- _Activity_
Only the lines containing "controls" belong in the answer; find them in the material below.

- _Available data_
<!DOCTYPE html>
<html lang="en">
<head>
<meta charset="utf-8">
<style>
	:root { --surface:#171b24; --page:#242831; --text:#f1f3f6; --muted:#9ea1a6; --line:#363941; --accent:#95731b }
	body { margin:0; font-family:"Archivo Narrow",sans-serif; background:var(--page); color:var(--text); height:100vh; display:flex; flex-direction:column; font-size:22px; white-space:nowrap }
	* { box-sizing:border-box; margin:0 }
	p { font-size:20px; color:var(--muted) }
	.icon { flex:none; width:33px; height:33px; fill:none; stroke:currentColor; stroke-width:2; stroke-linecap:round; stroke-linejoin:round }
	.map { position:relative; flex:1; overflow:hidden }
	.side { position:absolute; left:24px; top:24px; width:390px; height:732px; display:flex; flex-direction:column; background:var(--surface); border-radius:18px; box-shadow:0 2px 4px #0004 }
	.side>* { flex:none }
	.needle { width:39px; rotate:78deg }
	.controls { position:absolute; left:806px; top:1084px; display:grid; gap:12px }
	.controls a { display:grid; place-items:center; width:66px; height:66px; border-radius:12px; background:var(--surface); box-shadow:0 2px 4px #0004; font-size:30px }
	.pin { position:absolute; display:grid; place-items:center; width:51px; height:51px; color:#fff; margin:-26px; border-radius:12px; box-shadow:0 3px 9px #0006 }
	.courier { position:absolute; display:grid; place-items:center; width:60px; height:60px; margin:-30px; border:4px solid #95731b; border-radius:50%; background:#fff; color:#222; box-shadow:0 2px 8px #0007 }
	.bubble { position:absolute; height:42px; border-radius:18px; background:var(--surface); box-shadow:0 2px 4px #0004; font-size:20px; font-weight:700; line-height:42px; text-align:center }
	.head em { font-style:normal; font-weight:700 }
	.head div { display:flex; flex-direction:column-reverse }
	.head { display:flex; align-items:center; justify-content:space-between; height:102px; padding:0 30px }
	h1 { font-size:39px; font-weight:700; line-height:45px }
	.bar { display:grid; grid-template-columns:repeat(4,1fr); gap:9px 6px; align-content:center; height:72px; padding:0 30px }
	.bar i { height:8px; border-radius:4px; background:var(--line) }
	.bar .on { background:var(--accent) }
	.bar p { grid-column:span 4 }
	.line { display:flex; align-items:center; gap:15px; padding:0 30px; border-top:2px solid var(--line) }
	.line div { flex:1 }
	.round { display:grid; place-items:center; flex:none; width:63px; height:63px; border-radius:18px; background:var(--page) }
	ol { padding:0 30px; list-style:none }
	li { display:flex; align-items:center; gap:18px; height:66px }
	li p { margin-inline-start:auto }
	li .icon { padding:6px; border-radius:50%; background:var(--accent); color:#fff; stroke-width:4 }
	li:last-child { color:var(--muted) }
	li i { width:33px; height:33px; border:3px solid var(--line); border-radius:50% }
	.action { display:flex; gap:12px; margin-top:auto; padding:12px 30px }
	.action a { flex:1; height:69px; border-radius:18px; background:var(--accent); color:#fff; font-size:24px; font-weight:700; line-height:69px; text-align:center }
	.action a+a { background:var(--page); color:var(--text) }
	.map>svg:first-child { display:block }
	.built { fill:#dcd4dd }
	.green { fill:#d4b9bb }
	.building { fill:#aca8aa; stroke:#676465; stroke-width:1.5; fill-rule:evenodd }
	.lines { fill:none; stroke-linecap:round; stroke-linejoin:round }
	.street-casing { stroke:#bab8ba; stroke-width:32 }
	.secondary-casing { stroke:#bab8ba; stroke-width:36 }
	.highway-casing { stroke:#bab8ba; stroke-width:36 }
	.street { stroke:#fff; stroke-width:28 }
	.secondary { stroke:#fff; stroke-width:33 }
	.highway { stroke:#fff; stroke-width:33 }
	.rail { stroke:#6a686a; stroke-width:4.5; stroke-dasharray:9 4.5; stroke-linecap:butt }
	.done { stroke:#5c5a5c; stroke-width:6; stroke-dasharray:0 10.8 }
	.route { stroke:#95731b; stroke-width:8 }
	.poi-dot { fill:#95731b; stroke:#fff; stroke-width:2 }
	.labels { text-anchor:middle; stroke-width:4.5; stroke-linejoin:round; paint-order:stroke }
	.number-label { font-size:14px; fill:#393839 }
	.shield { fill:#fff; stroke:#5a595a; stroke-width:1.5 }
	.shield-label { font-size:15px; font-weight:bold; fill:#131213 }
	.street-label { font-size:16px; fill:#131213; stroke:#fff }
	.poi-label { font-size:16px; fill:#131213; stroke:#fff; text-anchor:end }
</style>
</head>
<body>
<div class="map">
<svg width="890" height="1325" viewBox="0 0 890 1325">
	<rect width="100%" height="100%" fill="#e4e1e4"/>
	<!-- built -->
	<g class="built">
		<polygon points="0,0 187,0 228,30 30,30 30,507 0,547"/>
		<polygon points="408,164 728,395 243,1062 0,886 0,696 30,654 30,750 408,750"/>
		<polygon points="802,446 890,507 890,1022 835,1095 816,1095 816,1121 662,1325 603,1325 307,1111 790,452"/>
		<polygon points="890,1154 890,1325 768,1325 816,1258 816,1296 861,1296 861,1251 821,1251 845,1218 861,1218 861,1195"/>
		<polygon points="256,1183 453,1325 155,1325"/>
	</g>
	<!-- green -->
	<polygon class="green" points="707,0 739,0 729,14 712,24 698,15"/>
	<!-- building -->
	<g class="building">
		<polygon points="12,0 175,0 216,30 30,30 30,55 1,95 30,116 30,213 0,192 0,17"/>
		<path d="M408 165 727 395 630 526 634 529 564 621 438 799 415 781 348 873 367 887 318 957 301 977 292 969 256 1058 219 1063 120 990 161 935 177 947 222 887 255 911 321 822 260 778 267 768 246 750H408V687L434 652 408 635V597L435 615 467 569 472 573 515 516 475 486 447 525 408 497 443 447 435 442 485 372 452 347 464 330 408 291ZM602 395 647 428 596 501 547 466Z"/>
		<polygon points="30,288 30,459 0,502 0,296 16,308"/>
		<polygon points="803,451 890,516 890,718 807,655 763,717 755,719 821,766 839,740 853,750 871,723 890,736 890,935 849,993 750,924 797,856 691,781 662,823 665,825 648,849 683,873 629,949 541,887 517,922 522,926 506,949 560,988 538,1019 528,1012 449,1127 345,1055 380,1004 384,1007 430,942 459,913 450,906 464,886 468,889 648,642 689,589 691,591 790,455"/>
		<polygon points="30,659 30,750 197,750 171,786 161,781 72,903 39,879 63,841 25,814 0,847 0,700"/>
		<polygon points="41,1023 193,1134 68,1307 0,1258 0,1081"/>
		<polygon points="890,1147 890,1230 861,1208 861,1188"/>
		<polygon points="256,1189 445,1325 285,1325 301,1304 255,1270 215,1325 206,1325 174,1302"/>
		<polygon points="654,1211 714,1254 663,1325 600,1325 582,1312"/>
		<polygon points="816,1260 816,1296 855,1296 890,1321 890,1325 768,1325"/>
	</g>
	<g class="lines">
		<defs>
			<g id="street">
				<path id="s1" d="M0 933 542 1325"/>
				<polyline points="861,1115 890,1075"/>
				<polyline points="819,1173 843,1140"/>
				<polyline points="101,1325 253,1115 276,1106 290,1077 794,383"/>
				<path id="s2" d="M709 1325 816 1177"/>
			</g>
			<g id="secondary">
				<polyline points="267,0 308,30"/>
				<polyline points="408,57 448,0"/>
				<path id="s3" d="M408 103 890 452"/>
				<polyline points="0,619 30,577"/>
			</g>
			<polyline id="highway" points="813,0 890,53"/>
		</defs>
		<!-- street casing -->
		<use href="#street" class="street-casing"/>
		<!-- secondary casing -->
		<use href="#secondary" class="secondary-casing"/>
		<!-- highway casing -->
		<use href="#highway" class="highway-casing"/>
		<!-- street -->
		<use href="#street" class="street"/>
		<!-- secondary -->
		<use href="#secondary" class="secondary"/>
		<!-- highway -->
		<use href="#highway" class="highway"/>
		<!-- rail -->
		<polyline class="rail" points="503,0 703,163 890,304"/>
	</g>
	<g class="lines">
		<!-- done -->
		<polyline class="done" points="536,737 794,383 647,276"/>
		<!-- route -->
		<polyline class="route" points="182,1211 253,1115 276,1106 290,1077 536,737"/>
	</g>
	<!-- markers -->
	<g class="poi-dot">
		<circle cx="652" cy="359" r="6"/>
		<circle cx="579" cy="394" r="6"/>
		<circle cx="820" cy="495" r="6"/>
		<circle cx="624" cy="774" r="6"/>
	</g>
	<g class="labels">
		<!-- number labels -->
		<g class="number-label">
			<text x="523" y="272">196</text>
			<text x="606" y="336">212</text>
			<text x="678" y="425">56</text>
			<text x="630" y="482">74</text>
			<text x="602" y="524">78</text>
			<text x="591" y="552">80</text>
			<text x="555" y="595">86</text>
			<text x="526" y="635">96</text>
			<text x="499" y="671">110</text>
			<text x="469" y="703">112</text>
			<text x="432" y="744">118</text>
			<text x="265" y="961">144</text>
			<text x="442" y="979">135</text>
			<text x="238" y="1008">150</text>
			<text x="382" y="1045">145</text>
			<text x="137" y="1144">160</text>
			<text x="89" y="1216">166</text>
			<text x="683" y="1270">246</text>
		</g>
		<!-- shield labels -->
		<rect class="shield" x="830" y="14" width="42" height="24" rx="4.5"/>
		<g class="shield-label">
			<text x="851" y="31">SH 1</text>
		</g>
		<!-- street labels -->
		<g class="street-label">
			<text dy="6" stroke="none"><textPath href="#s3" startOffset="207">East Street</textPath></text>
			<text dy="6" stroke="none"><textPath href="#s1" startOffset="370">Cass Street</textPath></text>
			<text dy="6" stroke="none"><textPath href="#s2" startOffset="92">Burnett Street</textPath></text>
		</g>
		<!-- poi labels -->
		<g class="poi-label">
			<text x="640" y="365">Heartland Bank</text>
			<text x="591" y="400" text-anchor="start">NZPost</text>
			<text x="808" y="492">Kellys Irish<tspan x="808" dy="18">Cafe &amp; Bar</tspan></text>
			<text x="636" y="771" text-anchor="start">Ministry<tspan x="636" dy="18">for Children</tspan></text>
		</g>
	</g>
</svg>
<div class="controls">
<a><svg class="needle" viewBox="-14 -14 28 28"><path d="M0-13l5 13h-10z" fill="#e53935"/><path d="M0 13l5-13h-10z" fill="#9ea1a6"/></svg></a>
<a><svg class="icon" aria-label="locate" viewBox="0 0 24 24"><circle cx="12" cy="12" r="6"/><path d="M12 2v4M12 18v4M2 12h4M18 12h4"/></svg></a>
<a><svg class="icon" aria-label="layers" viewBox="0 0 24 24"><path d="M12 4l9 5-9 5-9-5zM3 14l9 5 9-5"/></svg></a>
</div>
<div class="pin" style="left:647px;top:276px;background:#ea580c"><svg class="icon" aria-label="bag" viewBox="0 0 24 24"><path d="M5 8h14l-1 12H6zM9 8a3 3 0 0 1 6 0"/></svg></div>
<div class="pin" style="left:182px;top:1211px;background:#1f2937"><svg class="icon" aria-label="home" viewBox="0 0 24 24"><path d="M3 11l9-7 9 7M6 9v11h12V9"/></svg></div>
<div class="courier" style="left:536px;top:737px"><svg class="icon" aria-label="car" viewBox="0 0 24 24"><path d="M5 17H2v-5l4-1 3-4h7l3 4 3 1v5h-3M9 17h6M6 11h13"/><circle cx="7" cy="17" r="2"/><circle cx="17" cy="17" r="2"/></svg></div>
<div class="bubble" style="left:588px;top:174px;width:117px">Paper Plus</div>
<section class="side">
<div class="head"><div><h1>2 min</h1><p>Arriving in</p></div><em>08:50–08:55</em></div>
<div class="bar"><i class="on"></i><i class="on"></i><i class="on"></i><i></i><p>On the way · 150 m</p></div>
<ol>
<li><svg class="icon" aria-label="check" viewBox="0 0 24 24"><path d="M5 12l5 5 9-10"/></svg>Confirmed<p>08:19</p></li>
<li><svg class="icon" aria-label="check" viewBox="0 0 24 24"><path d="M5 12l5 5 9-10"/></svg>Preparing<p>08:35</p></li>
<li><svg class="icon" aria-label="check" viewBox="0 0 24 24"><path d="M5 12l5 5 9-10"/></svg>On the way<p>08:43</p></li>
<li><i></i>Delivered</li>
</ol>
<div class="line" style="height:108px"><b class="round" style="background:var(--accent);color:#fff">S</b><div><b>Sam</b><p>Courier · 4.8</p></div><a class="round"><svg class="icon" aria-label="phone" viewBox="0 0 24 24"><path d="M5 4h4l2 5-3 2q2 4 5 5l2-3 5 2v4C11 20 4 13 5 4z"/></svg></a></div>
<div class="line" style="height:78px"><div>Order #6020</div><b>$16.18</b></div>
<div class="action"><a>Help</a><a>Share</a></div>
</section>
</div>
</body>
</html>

- _Result_
	.controls { position:absolute; left:806px; top:1084px; display:grid; gap:12px }
	.controls a { display:grid; place-items:center; width:66px; height:66px; border-radius:12px; background:var(--surface); box-shadow:0 2px 4px #0004; font-size:30px }
<div class="controls">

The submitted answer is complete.